Mlliyet Milliyet Blog Milliyet Blog
 
Facebook Connect
Blog Kategorileri
 

03 Haziran '09

 
Kategori
Futbol
 

II. Daum Devri

II. Daum Devri
 

Dün haber internet sitelerine düşmesinden sonra bütün gün Fenerbahçe'nin yayın organlarından yalanlama notunu bekledim. Geçen sene Aragones ile anlaşma öncesindeki durum benzeri, Daum ile anlaşılmış olduğunu anlayabiliyoruz.

Öncelikle hayırlı olsun diyorum. Bence çok isabetli bir karar verilmiştir. Fenerbahçe tarihinde yaşım itibarıyla hatırlayabildiğim iki teknik direktör vardı; birincisi Stankoviç, ikincisi Veselinoviç, ilki iki defa diğeri üç defa takımın başına geçmiştir.

Teknik direktörün kim olduğu önemli olmakla birlikte nasıl takımın başına getirildiği daha büyük bir hassasiyettir.

Bu sezon iki örnek var.

1. Mustafa Denizli
2. Bülent Korkmaz

İkisini takımın başına getirilişi ve arkasında duruş farkı takımın ligdeki pozisyonunu belirlemiştir.

Fenerbahçe kendi klasmanında şampiyon oldu ama... başlıklı yazımda Fenerbahçe'nin futbolcu eksenine girmiş bir takım olduğundan söz etmiştim. Bunun bir başka anlatım biçimi bazı futbolcuların takımın kaderini belirleyebildiği yönündeydi. Barselona Ronaldinho'yu takımdan göndererek aslında bütün takımlara bir ders veriyordu. O hamle bu sene takımın kaderini ve oyun şeklini değiştirdi. Real Madrid'i Madrid'te altı golle yenmek kolay değildir.

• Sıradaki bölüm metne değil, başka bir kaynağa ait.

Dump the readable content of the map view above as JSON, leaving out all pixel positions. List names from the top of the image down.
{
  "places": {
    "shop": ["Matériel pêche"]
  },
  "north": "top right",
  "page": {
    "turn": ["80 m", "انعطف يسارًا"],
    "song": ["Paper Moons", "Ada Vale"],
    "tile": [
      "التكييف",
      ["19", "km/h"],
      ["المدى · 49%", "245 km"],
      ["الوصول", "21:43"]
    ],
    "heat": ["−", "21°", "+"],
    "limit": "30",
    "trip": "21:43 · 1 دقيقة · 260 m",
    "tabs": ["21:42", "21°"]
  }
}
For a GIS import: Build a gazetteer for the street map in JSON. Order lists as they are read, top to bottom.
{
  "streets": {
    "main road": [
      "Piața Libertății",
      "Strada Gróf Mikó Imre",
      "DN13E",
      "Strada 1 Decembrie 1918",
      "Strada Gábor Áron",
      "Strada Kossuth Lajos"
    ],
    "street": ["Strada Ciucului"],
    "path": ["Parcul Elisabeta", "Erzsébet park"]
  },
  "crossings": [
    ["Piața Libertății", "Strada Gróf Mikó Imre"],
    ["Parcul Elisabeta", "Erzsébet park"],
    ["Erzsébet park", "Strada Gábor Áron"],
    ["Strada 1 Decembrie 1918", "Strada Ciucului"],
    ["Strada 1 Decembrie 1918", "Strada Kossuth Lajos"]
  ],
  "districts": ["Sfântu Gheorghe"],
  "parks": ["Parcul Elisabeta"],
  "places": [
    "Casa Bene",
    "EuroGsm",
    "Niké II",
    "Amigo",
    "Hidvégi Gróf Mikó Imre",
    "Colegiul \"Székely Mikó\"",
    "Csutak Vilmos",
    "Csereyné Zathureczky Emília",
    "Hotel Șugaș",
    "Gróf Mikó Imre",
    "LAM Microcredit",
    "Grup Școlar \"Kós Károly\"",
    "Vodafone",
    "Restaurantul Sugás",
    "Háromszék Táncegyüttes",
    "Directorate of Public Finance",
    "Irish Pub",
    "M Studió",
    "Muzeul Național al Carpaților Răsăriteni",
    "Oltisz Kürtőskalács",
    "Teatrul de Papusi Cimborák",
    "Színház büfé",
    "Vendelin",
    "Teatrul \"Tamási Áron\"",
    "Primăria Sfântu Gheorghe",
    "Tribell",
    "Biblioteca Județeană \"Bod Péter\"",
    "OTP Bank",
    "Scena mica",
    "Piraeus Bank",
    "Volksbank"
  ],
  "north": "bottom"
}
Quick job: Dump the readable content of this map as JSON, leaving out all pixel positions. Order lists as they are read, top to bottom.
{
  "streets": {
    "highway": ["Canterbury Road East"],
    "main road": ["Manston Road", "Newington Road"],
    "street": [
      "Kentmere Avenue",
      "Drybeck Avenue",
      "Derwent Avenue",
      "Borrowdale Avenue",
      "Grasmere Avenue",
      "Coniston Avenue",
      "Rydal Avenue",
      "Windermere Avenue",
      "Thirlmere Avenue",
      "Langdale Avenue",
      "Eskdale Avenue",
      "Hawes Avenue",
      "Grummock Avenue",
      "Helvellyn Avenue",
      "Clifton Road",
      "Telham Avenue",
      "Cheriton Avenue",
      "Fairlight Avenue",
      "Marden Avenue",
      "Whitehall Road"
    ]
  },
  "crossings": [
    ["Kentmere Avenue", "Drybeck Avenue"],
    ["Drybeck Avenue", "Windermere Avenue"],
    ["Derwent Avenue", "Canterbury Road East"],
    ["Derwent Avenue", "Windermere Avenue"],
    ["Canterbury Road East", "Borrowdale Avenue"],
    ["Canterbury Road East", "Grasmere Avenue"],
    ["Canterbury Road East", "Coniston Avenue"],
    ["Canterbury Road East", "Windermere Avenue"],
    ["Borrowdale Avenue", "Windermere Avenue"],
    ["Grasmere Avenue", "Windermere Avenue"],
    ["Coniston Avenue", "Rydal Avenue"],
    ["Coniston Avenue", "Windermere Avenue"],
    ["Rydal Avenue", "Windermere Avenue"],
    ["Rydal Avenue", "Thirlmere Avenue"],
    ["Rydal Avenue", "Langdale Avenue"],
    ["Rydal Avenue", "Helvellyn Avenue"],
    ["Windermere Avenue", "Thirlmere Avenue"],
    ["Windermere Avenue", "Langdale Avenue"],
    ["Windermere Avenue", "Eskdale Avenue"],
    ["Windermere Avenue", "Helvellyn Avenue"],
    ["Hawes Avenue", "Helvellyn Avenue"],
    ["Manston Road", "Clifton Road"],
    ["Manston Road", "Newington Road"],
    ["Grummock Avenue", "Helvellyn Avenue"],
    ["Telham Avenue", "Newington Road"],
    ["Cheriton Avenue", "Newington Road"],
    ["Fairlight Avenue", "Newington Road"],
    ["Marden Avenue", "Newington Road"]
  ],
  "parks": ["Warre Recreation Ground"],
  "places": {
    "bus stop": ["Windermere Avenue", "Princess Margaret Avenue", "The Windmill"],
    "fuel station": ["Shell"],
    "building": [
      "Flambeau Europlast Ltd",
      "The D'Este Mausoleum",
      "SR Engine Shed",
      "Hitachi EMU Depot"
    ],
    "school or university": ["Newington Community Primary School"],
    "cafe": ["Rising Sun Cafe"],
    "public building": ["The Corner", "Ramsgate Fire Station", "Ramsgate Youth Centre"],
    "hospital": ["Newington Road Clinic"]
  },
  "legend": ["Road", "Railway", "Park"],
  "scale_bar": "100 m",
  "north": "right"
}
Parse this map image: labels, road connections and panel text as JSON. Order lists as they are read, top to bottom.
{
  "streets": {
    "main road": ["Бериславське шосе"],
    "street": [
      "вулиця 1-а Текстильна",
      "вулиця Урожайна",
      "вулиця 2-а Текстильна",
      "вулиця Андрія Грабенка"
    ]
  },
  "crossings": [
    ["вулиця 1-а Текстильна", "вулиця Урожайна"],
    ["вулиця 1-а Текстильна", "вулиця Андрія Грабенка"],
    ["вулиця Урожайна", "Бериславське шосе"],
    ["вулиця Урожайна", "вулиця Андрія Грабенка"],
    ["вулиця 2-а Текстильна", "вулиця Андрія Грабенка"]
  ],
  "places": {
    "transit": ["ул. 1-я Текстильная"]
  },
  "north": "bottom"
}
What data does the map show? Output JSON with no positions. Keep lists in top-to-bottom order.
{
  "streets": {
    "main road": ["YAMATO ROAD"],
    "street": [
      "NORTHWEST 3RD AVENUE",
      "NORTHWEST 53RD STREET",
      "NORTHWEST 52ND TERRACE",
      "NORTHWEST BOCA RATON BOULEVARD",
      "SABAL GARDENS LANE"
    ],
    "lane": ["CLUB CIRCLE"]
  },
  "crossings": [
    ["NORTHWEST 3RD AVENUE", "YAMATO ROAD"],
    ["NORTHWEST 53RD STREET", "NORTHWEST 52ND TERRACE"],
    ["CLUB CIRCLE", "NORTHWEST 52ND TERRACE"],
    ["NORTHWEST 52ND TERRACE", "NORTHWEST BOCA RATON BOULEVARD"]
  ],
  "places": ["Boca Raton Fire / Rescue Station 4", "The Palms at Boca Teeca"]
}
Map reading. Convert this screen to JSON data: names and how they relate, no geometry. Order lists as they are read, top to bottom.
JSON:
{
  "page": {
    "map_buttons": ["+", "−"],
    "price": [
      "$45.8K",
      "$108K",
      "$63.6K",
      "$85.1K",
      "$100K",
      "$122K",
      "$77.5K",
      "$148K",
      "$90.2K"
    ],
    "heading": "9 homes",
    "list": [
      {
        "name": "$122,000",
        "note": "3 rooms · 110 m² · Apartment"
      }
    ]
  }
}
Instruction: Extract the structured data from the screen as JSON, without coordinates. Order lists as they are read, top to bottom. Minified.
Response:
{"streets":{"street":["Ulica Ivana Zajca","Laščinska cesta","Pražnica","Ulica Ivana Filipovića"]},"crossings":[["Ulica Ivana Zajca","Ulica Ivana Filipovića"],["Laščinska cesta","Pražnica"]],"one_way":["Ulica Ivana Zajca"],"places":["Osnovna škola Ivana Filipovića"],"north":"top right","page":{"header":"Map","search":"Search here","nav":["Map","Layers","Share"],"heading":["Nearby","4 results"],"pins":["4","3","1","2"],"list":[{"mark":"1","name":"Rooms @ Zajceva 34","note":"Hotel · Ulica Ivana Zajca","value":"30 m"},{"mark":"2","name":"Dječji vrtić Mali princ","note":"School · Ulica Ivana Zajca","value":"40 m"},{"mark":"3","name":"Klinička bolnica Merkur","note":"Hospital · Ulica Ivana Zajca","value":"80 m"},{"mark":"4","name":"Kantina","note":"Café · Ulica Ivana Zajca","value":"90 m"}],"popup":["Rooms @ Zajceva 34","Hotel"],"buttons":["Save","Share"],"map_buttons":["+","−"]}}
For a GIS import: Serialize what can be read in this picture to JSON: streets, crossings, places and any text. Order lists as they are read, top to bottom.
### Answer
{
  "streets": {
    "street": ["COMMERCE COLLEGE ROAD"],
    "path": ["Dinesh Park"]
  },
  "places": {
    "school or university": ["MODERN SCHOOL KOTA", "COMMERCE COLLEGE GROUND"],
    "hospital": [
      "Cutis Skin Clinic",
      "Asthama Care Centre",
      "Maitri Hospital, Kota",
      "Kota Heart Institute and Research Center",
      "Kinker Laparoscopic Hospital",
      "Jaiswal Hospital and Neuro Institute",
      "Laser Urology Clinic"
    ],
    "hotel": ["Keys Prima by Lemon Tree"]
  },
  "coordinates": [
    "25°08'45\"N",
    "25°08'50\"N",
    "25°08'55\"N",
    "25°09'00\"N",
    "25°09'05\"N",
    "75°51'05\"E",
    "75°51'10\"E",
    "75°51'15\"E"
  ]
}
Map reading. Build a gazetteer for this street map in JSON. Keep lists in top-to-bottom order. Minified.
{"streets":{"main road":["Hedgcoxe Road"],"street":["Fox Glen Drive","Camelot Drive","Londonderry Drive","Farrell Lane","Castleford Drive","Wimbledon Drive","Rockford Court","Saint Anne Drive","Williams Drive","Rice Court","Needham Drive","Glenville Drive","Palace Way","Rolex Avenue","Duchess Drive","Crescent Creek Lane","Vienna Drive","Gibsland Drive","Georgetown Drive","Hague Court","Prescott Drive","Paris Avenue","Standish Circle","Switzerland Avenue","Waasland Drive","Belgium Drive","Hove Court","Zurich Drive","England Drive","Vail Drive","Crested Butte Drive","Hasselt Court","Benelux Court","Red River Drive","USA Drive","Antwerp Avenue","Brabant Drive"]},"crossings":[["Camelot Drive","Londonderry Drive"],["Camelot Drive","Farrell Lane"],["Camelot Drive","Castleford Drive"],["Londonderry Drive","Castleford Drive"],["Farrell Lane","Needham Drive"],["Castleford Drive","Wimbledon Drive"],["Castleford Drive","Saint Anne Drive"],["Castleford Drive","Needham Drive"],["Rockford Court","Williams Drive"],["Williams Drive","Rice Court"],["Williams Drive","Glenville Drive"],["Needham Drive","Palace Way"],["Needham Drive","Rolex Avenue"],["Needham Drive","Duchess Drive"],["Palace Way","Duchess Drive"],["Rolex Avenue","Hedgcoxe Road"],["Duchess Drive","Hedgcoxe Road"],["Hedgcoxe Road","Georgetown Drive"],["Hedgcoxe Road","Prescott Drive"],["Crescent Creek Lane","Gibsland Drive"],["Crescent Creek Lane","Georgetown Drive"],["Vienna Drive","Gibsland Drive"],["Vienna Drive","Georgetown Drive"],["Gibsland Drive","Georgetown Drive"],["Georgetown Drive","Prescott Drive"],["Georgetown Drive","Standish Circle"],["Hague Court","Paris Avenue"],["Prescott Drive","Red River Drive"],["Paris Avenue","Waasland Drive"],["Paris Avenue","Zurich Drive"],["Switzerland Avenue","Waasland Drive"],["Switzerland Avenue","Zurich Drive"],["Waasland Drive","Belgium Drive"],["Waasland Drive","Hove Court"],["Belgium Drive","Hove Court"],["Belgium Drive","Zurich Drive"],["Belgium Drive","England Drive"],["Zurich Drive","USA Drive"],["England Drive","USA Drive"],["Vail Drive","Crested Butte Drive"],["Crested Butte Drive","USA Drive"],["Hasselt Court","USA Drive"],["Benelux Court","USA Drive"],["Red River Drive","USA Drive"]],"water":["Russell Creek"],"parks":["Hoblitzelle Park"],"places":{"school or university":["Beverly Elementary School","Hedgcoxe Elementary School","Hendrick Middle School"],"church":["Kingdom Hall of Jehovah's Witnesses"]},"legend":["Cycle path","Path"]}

Daum futbolun bilimi konusunda çok büyük donanıma sahip. Yıllardır yanında çalışan iyi bir ekibi de var. Türkiye'yi çok iyi tanıyor. Üstelik Fenerbahçe'nin içinde üç bulunmuş bir kişi.

Daum bu takımın başına getirilirken bütün takıma şu mesaj verilmelidir. Bu takımın patronu Daum'dur, her şey ondan sorulur. Bu mesaj sadece takıma değil bütün kamuoyuna da duyurulmalıdır. Hatta ben Aziz Yıldırım'ın yerinde olsam Daum'la yapılacak imza töreninde onun yanında durur, gazetecilere:

"Bütün camiaya üç yıllık başarı sözü verdim. Bu takımın üç yıl başında olacak ve şampiyon yapacak hocamız Daum'dur. Artık sezon ortasında Daum gidecek mi kalacak mı tartışmasını yapmayın. Üç yıl sonuna kadar tapuyu ona teslim ettik."

Daum'un üzerinde ya da yanında sportif direktör adı altında Aykut Kocaman'ın ismi geçmektedir. Bence iki başlı bir yönetimin Fenerbahçe'de başarı şansı yoktur. Aykut elbette bu takımda görev almalıdır. Ancak bu iş Daum ile yolları kesişmeden çözümlenmelidir.

Daum'la ilgili üç sene önce ne yazmışım diye baktım arşivlerime. Denizlispor maçı sonrasındaki o sıkıntılı hava eşliğinde kaleme aldığım yazıdan bir alıntı yapmak istiyorum.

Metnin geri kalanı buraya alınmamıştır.